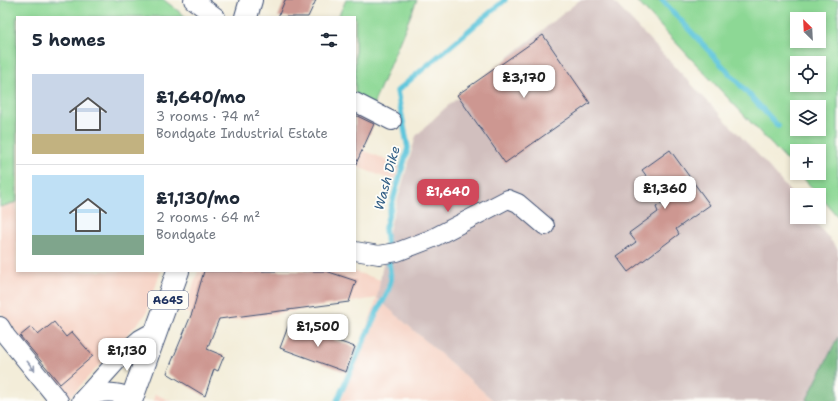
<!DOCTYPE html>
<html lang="en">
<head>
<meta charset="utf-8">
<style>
	:root { --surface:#fff; --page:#f6f6f7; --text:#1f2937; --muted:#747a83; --line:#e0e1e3; --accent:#d1495b }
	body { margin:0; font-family:"Shantell Sans",sans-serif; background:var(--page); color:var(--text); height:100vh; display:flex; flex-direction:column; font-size:15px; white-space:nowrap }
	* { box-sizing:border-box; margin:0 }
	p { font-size:13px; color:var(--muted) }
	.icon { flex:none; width:22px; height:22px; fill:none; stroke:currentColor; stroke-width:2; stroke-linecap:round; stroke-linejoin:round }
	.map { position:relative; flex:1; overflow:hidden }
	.side { position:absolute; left:16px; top:16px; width:340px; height:256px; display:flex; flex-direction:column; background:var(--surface); border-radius:0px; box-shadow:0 2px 6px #0003 }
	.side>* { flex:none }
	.needle { width:26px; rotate:336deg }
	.tools { position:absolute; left:790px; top:12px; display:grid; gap:8px }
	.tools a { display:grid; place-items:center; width:36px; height:36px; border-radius:0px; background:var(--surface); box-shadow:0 2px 6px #0003; font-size:20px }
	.price { position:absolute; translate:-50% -34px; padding:0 9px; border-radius:8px; background:#fff; color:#222; font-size:13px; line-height:26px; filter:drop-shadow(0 1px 2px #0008) }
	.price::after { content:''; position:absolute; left:50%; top:24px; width:12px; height:9px; margin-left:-6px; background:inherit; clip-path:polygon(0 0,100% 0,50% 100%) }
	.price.current { background:var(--accent); color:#fff }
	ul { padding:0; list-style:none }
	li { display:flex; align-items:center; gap:12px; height:100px; padding:0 16px }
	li+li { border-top:1px solid var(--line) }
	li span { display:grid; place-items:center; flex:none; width:112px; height:80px; border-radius:0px; color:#555 }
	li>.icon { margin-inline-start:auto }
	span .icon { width:48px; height:48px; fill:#fffc; stroke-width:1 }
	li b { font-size:17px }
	h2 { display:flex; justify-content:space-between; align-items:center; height:48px; padding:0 16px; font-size:17px }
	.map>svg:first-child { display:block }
</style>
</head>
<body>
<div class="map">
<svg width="838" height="401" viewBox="0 0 838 401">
	<rect width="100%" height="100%" fill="#fdfcf7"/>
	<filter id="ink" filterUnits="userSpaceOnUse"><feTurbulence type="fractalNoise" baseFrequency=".025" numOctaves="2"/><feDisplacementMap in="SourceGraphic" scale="8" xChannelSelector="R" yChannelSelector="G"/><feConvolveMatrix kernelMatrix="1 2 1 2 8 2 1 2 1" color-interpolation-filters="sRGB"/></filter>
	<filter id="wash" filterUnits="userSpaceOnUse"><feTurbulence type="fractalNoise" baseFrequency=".012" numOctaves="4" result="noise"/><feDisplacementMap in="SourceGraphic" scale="16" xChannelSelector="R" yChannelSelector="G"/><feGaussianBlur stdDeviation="0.9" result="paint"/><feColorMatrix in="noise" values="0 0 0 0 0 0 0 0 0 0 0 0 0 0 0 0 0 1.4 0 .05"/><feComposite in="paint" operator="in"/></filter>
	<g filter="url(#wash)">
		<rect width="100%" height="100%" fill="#f3edd9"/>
		<!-- built -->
		<g fill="#f6d2c4">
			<polygon points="355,147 400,165 394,181 355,166"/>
			<polygon points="17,202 17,271 161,271 146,314 70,397 0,312 0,207"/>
			<polygon points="198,271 352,271 381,280 377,298 494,401 341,401 377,298 223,322 184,312"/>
			<polygon points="155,394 171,401 153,401"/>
		</g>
		<!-- industrial -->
		<polygon fill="#d1bfbe" points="580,0 612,0 762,159 797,200 797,217 811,217 838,249 838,337 806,401 494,401 377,298 389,230 416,136 444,109"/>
		<!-- green -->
		<g fill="#8dd895" stroke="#54847a" fill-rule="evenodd">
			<polygon points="0,0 164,0 186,17 17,17 17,202 0,207"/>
			<polygon points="346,0 417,0 373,105 355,95 355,17 338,17"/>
			<path d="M636,0h202v217l-19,-22zM797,19h22v22h-22zM797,63h22v22h-22zM797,107h22v22h-22zM797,151h22v22h-22z"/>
		</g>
		<!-- forest -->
		<polygon fill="#72b87e" stroke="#46746e" points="838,337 838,401 806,401"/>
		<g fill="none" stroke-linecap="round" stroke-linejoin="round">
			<!-- stream -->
			<g stroke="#5fc6dc" stroke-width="5.5">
				<polyline points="662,0 778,126"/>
				<polyline points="337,401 378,310 387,294 391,280 385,228 408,148 397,91 505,0"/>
			</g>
		</g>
		<g id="blocks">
			<!-- building -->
			<g fill="#cd9791">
				<polygon points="285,0 316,0 308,17 278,17"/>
				<polygon points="543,35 590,103 505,163 457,95"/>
				<polygon points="355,115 374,124 355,166"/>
				<polygon points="670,150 710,205 676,229 679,234 628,272 616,256 636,242 629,233 658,212 656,207 665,201 642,170"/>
				<polygon points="204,271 326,271 356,281 349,302 219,319 207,349 224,356 218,371 214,369 205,396 167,373 192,313"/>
				<polygon points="54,322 66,337 72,332 93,356 60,384 20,336 31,327 38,335"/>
				<polygon points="289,324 355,347 346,372 280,348"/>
			</g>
		</g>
	</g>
	<g filter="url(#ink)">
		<use href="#blocks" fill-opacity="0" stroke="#3b4c70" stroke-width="1"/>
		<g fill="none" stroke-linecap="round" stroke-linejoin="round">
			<!-- minor casing -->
			<g stroke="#3b4c70" stroke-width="20">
				<g id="minor">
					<polyline points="193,0 216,17"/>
					<polyline points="355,102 392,121"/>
					<polyline points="355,251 379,255 397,252 431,239 508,199 518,203 545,226"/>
					<polyline points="0,326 6,336 59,401"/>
					<path d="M83,399c19,-8 30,-9 49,-1"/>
					<polyline points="81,401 126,351 140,339 158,329"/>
				</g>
			</g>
			<!-- highway casing -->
			<g stroke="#3b4c70" stroke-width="24">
				<g id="highway">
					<polyline points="246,17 251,0"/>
					<polyline points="131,401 178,271"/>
				</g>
			</g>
			<!-- minor -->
			<use href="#minor" stroke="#fff" stroke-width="18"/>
			<!-- highway -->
			<use href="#highway" stroke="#fff" stroke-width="22"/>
		</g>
		<!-- one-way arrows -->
		<defs><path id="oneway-shaft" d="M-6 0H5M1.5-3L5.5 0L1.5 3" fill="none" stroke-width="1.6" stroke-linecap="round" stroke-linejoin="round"/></defs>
		<use stroke="#8d97ae" href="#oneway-shaft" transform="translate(31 366) rotate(51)"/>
	</g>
	<g text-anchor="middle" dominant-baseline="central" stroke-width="3.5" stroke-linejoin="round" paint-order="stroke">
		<!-- shield labels -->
		<rect fill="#fdfcf7" stroke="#5f6c8c" stroke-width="1" x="148" y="291" width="40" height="18" rx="3"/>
		<g font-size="11" font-weight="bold" fill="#1b2f5e">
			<text x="168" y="300">A645</text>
		</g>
		<!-- water labels -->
		<g font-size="13" font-style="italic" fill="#2f5c84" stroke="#fdfcf7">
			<text transform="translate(387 178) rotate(-75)">Wash Dike</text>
		</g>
	</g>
</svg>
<div class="tools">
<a><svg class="needle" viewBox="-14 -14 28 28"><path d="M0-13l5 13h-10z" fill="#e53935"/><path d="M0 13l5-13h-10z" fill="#747a83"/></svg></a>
<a><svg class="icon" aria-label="locate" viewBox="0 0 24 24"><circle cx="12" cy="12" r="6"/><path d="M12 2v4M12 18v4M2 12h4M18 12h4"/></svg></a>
<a><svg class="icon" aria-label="layers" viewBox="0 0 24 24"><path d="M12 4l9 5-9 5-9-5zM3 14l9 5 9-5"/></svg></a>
<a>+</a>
<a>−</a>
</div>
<b class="price" style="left:524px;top:99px">£3,170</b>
<b class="price" style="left:665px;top:210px">£1,360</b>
<b class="price current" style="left:448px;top:213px">£1,640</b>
<b class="price" style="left:318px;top:348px">£1,500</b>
<b class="price" style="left:127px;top:372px">£1,130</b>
<section class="side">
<h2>5 homes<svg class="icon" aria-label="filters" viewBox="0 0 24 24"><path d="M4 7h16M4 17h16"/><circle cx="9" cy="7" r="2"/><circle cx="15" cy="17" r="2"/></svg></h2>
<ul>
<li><span style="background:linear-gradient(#c9d6e8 75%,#c2b280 0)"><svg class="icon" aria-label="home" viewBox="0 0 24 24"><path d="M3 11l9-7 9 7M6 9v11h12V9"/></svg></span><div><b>£1,640/mo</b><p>3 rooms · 74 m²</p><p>Bondgate Industrial Estate</p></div></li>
<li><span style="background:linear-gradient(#bfe0f5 75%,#7fa58c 0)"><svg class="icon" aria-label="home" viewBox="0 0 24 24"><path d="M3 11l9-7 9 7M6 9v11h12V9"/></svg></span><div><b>£1,130/mo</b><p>2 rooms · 64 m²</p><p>Bondgate</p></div></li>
</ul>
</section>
</div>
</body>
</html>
————
*Problem requirements*
Please give back exactly the lines of this listing beginning at the line with "border-top:1px solid var(--line)" and ending with the line with "2 1 2 8 2 1", both included, and nothing else.

*Solution for this exercise*
	li+li { border-top:1px solid var(--line) }
	li span { display:grid; place-items:center; flex:none; width:112px; height:80px; border-radius:0px; color:#555 }
	li>.icon { margin-inline-start:auto }
	span .icon { width:48px; height:48px; fill:#fffc; stroke-width:1 }
	li b { font-size:17px }
	h2 { display:flex; justify-content:space-between; align-items:center; height:48px; padding:0 16px; font-size:17px }
	.map>svg:first-child { display:block }
</style>
</head>
<body>
<div class="map">
<svg width="838" height="401" viewBox="0 0 838 401">
	<rect width="100%" height="100%" fill="#fdfcf7"/>
	<filter id="ink" filterUnits="userSpaceOnUse"><feTurbulence type="fractalNoise" baseFrequency=".025" numOctaves="2"/><feDisplacementMap in="SourceGraphic" scale="8" xChannelSelector="R" yChannelSelector="G"/><feConvolveMatrix kernelMatrix="1 2 1 2 8 2 1 2 1" color-interpolation-filters="sRGB"/></filter>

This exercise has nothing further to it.